Donne e conoscenza storica

 

 

 

Testo di discussione per un convegno nazionale sulla storia a ottobre a Milano

"Cambia il mondo, cambia la storia - La differenza sessuale nella ricerca e nell'insegnamento"

 

Il testo è formato dalla
rielaborazione degli appunti presi alla riunione preparatoria per il Convegno del 19 maggio 2001 al Circolo della Rosa di Milano con qualche considerazione aggiuntiva delle scriventi

stampato di Alessandra De Perini, corsivo di Donatella Massara

La "storia delle donne" esiste da trent'anni, anche se ci sono donne (per es. le storiche dell'Ottocento) che raccontano di donne ancora prima. Ci sono oggi in Italia alti livelli di ricerca storiografica (c'è un patrimonio cui attingere: 700 testi di ricerca storica dal '95 ad oggi), ma pratiche arretrate o non nominate. Questa è una forte contraddizione.
La pratica è determinante. La ricerca universitaria che nei casi della ricerca femminile è di alto livello, giace nell'oscurità iperuranica per chi abita il mondo. Nonostante l'invito a iscriversi e frequentare le università sia in gran voga nell'economia onnipresente del mercato e nonostante i congressi miliardari si svolgano fra le sue austere aule, il mondo della ricerca universitaria viaggia fra riviste di settore e soprattutto è sostenuta su pratiche ignote alla maggioranza delle donne e degli uomini che studiano e amano i saperi.
Non si sa chi e come vince i concorsi per i dottorati di ricerca e per le cattedre, con chi e come pubblicare una ricerca, e le donne da questo punto di vista oltre a lamentare la scarsa presenza femminile, gli ostacoli messi alla carriera universitaria dalle fratrie, non agiscono affatto questa contraddizione. Le donne occupano la percentuale massima nei posti di ricercatrice e quella minima nei posti di alto livello ma quale pratica coinvolge le donne nella ricerca? Una pratica rivolta alle donne per le donne decisa a cambiare il modo di pensare di studiare e quindi di stanziare i fondi e diffondere i saperi oppure ancora la pratica dei maschi che fanno carriera, degli studiosi che lavorano protetti da altri 'padri' o 'fratelli'?

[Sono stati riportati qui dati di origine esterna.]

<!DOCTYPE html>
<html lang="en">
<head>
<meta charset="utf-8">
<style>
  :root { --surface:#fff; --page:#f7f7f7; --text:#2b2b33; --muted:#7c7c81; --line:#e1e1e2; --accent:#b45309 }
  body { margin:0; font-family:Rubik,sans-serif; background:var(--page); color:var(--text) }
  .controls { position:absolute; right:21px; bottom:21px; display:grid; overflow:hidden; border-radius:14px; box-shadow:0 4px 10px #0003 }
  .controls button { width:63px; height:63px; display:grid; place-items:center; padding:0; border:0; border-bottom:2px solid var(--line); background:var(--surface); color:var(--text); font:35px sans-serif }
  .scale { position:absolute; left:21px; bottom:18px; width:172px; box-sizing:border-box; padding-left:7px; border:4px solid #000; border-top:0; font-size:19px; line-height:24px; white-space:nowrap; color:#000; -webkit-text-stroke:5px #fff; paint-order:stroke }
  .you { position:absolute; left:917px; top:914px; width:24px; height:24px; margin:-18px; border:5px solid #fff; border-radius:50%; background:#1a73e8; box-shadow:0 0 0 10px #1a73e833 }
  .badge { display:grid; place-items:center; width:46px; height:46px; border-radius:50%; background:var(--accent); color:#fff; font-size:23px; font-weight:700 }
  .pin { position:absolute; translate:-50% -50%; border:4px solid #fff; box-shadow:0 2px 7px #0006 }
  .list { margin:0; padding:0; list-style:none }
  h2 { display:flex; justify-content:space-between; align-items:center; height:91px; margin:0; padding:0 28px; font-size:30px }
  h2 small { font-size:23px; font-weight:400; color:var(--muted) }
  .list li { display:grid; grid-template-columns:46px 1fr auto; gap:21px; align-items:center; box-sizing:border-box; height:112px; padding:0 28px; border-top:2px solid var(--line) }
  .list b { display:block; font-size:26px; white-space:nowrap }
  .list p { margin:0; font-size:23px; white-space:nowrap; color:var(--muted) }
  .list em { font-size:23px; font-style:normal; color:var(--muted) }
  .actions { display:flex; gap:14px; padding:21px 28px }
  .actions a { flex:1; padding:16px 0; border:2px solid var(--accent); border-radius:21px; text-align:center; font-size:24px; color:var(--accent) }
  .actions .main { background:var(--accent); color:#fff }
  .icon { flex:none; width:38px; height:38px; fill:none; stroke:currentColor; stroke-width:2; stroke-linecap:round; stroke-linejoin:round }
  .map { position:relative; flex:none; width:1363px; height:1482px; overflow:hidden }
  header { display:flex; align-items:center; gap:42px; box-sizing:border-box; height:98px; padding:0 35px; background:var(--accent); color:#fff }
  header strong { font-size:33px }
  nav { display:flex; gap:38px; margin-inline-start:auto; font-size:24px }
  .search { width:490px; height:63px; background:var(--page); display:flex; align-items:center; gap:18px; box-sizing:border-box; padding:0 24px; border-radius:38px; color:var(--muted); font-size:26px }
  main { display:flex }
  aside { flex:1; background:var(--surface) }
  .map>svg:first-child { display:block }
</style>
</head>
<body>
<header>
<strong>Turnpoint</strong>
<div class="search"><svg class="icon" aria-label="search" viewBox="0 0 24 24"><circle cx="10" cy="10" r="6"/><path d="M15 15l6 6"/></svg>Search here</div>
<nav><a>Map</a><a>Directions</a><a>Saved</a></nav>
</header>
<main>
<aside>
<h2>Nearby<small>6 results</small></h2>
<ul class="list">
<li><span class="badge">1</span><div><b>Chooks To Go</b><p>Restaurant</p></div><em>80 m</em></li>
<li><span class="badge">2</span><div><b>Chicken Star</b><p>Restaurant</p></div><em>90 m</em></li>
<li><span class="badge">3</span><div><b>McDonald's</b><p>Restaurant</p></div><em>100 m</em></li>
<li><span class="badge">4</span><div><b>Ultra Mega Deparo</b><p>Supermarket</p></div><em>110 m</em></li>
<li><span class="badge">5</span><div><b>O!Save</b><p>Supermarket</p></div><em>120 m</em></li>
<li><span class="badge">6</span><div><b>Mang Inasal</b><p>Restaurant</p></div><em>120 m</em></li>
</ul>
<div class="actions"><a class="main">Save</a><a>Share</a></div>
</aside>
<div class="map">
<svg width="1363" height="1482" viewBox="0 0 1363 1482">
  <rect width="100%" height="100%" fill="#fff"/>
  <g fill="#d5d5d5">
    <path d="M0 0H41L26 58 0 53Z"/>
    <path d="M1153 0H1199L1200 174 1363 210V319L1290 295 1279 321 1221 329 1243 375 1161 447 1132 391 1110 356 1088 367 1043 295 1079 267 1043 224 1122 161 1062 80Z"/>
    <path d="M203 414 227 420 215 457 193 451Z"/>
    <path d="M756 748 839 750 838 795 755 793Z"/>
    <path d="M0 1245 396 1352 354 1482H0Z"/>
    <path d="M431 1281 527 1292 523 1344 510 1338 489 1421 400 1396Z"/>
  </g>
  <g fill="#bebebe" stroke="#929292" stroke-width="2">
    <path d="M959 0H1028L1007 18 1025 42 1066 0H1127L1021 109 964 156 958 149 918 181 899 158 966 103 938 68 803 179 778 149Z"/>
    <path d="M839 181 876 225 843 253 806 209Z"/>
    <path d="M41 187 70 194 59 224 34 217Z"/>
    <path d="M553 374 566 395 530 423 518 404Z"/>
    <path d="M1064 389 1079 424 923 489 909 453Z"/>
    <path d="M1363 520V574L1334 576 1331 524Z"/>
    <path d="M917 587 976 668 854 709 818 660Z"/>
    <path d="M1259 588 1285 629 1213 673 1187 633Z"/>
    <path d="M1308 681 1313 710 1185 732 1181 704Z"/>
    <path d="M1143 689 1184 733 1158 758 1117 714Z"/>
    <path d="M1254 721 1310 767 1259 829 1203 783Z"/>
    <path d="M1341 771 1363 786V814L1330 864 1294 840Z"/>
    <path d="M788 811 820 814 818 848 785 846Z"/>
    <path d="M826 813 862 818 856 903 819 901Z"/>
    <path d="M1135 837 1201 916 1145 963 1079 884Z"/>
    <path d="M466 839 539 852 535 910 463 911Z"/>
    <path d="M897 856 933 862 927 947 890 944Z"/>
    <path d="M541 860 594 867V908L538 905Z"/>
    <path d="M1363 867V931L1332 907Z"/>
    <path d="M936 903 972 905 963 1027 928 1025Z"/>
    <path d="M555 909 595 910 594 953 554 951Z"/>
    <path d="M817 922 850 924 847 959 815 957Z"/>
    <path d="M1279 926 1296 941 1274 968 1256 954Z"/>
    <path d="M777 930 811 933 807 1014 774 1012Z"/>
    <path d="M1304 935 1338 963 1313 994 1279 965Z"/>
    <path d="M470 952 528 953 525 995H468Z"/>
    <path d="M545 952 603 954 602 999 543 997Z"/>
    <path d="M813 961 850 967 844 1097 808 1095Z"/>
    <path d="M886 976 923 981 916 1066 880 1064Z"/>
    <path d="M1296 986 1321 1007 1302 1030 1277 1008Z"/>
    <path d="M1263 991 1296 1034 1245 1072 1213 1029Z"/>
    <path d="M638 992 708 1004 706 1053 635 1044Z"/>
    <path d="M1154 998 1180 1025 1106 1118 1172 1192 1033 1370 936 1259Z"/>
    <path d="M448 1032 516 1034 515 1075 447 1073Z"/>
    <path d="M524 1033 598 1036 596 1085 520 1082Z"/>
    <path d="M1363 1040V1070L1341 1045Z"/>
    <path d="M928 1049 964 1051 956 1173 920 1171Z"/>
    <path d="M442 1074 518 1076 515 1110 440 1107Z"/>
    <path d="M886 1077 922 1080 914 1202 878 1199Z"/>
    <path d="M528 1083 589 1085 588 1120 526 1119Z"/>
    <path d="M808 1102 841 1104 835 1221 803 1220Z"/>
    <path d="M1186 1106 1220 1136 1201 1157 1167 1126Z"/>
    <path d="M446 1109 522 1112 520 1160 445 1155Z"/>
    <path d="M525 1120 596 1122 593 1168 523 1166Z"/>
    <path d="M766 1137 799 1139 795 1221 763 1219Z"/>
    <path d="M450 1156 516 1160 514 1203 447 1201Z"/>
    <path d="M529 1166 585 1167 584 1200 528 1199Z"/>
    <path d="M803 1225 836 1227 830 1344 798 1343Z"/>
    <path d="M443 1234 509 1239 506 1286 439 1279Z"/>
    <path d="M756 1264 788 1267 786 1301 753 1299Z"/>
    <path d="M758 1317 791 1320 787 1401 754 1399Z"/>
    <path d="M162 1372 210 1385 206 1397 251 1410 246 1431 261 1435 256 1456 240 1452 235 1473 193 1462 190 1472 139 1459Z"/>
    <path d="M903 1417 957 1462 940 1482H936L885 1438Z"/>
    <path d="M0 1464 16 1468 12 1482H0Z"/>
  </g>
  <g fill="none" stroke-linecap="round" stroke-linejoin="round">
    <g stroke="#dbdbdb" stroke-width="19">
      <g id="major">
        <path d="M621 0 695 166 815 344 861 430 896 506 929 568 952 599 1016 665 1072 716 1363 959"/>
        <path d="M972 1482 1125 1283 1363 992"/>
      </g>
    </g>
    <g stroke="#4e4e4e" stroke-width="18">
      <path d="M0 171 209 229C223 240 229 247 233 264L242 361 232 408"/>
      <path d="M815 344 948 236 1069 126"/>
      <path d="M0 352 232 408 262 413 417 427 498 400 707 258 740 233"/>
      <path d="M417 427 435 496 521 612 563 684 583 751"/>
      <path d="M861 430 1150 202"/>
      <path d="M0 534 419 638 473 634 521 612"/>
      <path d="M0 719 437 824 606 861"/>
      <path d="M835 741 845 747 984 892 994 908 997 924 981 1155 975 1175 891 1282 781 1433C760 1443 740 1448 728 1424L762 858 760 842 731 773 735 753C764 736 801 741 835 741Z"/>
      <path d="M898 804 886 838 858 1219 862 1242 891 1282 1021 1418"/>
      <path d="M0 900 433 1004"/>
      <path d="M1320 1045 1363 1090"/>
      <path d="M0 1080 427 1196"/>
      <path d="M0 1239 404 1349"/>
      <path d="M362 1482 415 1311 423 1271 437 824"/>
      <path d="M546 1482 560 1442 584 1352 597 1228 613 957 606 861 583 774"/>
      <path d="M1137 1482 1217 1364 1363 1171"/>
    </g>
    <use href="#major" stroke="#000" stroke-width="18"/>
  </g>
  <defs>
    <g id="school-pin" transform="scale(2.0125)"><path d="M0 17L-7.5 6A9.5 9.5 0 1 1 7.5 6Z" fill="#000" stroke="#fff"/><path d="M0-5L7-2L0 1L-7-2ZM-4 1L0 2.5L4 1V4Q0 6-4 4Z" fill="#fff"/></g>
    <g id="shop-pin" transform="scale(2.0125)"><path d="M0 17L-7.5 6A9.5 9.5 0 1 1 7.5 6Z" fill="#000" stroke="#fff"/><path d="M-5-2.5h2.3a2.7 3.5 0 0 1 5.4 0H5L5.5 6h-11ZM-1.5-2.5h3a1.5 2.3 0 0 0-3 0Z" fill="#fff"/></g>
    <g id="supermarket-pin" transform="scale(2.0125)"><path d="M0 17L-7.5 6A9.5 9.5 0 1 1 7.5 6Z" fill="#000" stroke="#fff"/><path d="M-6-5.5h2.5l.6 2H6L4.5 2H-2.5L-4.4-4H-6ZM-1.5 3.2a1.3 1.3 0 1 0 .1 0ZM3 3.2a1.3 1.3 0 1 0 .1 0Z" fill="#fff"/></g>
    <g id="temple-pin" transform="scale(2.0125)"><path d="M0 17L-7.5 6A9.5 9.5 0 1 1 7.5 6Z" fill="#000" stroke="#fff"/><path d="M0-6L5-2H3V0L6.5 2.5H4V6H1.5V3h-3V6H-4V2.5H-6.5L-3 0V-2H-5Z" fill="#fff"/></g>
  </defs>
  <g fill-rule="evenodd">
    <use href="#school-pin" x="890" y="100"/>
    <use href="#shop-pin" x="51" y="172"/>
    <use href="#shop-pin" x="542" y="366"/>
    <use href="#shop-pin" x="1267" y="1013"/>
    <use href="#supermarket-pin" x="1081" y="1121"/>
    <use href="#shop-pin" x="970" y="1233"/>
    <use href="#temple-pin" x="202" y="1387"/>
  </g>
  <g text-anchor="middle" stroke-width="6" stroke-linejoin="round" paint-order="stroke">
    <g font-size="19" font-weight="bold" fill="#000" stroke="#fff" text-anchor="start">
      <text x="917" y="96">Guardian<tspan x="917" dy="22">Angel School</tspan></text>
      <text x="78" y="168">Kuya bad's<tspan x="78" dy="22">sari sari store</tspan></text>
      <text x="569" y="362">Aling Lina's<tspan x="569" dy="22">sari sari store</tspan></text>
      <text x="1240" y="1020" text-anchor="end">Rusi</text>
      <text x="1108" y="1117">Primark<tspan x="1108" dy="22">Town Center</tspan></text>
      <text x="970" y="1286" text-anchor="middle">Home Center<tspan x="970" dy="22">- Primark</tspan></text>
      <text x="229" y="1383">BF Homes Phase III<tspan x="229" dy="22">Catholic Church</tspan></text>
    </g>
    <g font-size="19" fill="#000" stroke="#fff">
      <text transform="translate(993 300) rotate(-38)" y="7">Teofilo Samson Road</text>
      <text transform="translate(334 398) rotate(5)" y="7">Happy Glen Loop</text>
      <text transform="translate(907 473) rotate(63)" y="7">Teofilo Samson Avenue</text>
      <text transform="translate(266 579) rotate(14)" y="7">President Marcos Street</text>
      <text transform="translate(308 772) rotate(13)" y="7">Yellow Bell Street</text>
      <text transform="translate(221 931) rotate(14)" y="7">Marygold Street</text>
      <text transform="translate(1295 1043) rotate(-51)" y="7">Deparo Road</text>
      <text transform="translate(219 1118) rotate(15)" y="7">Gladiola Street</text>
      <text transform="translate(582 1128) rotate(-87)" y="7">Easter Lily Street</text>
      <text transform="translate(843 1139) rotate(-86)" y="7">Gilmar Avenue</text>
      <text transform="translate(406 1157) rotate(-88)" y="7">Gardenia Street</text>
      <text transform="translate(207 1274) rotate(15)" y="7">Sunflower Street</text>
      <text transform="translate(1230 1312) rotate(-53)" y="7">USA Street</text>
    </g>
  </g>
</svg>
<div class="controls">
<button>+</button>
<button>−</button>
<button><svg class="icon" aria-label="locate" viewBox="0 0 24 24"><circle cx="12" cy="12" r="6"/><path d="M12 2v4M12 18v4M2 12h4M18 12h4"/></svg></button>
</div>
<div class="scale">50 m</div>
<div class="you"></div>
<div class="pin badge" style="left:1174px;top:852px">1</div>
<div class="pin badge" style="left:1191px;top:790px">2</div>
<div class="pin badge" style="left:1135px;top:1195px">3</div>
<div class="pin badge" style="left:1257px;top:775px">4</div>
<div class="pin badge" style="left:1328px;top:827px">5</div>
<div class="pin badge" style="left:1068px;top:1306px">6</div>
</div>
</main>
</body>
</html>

La "Società delle storiche" ha recentemente stilato un protocollo di intesa con il Ministero delle Pari Opportunità. Nessuna risposta è stata data a Tullio De Mauro sulla riforma dei cicli né a Buttiglione riguardo alla proposta di introdurre nei programmi la storia del Cristianesimo né è stata presa una forte posizione in occasione del dibattito pubblico e delle polemiche tra destra e sinistra sulla parzialità dei testi scolastici di storia.
Un documento di protesta firmato da alcune donne della commissione per la Riforma dei cicli è girato su Internet senza che queste studiose abbiano coinvolto le altre donne a protestare insieme a loro per il fatto che neppure una parola ha segnalato - nel documento dell'allora ancora ministro De Mauro - che esiste una storiografia femminile; oltre a un desiderio delle donne e anche di alcuni uomini di insegnarla nelle scuole di ogni ordine e grado
Il femminismo è spaccato in due. Il femminismo delle pari opportunità a cui si richiamano alcune donne che insegnano e fanno ricerca in Università, fa delle bellissime ricerche sulla 'storia di genere' ma è completamente subalterna al modo indicato più sopra tipico della università. Non è un caso che la storia si definisca pudicamente di 'genere' quando la tradizione femminista degli ultimi trent'anni circa - che ha aperto la pratica 'intellettuale' dello studio delle donne - è avviata dall'idea straordinaria e forte di differenza sessuale.
Mentre il concetto di 'genere' è importato dagli studi americani e inoltre come specifica una sua illustre interprete la storica Joan W.Scott dopo Pechino ormai la sua menzione è all'interno di Programmi d'Azione <<largamente innocui>>, spesso sostituisce semplicemente la parola "donne". (Joan W.Scott, Preface to the Revised Edition, Gender and the Politics of History, rev.ed., Columbia University, 1999).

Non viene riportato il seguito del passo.